── Entries provided ──

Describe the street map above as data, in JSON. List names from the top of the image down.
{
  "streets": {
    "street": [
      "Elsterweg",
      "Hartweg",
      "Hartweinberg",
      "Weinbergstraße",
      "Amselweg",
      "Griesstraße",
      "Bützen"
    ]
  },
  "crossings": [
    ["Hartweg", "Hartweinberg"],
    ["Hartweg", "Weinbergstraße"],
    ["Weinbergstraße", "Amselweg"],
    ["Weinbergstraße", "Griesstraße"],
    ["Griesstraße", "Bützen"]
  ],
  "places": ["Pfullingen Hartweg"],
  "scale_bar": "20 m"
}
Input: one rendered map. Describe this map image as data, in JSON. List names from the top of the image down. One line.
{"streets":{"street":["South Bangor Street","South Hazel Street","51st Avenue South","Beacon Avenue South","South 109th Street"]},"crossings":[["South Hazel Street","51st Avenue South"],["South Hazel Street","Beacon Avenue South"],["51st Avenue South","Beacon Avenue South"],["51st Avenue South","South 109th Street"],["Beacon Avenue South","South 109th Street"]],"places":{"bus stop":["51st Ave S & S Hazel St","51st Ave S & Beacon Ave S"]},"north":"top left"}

───

▶ _Exercise directions_
Find "Input: one rendered" in the data above, then repeat that line and all lines after it exactly, ending with the final line.

▶ _Response_
Input: one rendered map. Describe this map image as data, in JSON. List names from the top of the image down. One line.
{"streets":{"street":["South Bangor Street","South Hazel Street","51st Avenue South","Beacon Avenue South","South 109th Street"]},"crossings":[["South Hazel Street","51st Avenue South"],["South Hazel Street","Beacon Avenue South"],["51st Avenue South","Beacon Avenue South"],["51st Avenue South","South 109th Street"],["Beacon Avenue South","South 109th Street"]],"places":{"bus stop":["51st Ave S & S Hazel St","51st Ave S & Beacon Ave S"]},"north":"top left"}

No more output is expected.